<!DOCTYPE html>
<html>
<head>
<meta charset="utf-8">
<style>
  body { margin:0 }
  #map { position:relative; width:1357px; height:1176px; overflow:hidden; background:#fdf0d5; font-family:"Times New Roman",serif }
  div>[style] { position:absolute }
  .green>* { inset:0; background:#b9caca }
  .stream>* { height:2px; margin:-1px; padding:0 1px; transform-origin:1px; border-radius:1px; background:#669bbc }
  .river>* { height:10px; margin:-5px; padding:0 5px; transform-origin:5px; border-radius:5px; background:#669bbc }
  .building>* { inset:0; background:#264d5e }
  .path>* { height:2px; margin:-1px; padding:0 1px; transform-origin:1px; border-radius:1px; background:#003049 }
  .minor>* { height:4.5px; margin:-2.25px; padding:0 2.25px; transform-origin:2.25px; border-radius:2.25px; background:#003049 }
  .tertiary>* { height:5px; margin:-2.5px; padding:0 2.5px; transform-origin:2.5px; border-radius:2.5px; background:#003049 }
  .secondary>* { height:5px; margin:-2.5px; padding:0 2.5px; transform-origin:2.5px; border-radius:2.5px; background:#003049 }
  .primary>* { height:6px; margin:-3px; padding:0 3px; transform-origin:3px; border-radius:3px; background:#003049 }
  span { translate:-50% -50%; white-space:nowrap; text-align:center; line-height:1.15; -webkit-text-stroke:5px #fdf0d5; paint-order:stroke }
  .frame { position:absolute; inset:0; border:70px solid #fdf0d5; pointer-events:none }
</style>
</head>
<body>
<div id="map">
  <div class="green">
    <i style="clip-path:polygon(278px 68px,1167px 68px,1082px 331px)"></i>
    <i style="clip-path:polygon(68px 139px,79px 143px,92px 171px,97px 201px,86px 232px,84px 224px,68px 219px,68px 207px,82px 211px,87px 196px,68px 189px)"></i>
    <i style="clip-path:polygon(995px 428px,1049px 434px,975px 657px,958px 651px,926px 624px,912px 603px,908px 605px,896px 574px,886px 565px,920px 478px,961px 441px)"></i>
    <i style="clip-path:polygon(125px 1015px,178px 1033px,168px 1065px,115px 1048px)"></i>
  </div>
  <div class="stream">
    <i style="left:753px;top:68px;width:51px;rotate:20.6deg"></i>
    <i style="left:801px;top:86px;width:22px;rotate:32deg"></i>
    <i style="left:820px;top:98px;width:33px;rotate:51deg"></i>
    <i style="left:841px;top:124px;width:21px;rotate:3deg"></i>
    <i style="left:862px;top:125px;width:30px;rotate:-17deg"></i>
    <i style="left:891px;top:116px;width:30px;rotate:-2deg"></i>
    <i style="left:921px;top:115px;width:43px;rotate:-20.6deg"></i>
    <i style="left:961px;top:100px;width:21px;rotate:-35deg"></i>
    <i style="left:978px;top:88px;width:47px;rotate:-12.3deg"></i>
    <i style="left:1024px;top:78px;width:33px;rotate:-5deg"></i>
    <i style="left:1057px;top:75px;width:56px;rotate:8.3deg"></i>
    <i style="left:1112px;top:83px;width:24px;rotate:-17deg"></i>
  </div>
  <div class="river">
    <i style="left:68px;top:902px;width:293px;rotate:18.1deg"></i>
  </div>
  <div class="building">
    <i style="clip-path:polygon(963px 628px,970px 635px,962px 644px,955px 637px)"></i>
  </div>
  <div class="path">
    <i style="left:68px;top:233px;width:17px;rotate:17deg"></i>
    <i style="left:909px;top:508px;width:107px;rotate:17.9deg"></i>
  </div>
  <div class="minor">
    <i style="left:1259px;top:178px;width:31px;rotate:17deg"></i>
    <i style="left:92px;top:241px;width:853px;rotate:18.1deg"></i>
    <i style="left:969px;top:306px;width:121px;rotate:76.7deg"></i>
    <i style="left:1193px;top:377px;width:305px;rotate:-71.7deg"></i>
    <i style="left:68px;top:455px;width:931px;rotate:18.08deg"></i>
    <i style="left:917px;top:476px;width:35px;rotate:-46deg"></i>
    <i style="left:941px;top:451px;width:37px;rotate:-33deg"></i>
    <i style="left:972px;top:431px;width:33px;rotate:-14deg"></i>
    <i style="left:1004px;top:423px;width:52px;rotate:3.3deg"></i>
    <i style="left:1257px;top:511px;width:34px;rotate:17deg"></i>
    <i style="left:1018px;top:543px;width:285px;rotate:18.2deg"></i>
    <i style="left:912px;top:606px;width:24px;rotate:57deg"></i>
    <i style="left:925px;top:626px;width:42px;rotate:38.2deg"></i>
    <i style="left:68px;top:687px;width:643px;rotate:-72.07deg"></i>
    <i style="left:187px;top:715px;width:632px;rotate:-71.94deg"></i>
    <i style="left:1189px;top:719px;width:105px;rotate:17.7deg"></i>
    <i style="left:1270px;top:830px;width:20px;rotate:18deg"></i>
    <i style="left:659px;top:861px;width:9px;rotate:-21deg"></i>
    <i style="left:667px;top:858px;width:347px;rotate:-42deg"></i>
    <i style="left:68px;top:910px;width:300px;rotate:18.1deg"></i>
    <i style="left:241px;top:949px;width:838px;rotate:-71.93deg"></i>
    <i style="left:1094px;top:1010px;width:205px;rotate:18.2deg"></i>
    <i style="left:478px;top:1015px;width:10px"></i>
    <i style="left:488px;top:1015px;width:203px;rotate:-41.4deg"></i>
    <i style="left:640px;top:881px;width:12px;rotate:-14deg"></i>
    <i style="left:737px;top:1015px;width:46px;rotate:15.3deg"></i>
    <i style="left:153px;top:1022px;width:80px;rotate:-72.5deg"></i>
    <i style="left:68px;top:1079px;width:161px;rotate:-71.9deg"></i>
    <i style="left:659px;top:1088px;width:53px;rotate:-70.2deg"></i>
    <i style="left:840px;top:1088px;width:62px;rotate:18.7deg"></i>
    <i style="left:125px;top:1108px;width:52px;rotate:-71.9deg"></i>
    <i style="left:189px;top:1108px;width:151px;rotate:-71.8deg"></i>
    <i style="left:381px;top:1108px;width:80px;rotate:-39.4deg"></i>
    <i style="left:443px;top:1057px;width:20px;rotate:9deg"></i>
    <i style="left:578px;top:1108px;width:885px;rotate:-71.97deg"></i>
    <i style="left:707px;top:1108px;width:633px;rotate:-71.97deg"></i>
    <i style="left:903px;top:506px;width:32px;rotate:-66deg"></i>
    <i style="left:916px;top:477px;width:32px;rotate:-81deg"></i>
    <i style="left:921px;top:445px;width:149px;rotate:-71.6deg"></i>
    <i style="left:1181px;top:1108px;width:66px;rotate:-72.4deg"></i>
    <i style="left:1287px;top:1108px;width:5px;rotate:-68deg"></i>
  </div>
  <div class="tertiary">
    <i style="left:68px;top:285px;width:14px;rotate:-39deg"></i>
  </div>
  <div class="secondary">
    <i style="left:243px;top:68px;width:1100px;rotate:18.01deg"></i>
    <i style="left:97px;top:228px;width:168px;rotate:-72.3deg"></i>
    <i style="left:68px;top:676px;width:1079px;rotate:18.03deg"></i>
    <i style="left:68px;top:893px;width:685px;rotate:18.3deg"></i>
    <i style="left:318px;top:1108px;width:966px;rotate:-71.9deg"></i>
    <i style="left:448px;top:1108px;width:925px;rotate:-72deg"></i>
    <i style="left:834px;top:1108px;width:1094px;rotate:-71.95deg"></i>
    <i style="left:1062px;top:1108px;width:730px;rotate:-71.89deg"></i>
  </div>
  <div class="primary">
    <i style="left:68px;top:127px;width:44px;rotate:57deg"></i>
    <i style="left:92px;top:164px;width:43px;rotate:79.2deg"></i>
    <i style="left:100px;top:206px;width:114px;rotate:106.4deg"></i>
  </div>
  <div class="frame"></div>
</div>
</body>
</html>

TASK TO COMPLETE:
Repeat, word for word, the lines from the start of the records to the line that contains "transform-origin:1px; border-radius:1px; background:#003049", both of them included, and no others.

OUTPUT OF THE TASK:
<!DOCTYPE html>
<html>
<head>
<meta charset="utf-8">
<style>
  body { margin:0 }
  #map { position:relative; width:1357px; height:1176px; overflow:hidden; background:#fdf0d5; font-family:"Times New Roman",serif }
  div>[style] { position:absolute }
  .green>* { inset:0; background:#b9caca }
  .stream>* { height:2px; margin:-1px; padding:0 1px; transform-origin:1px; border-radius:1px; background:#669bbc }
  .river>* { height:10px; margin:-5px; padding:0 5px; transform-origin:5px; border-radius:5px; background:#669bbc }
  .building>* { inset:0; background:#264d5e }
  .path>* { height:2px; margin:-1px; padding:0 1px; transform-origin:1px; border-radius:1px; background:#003049 }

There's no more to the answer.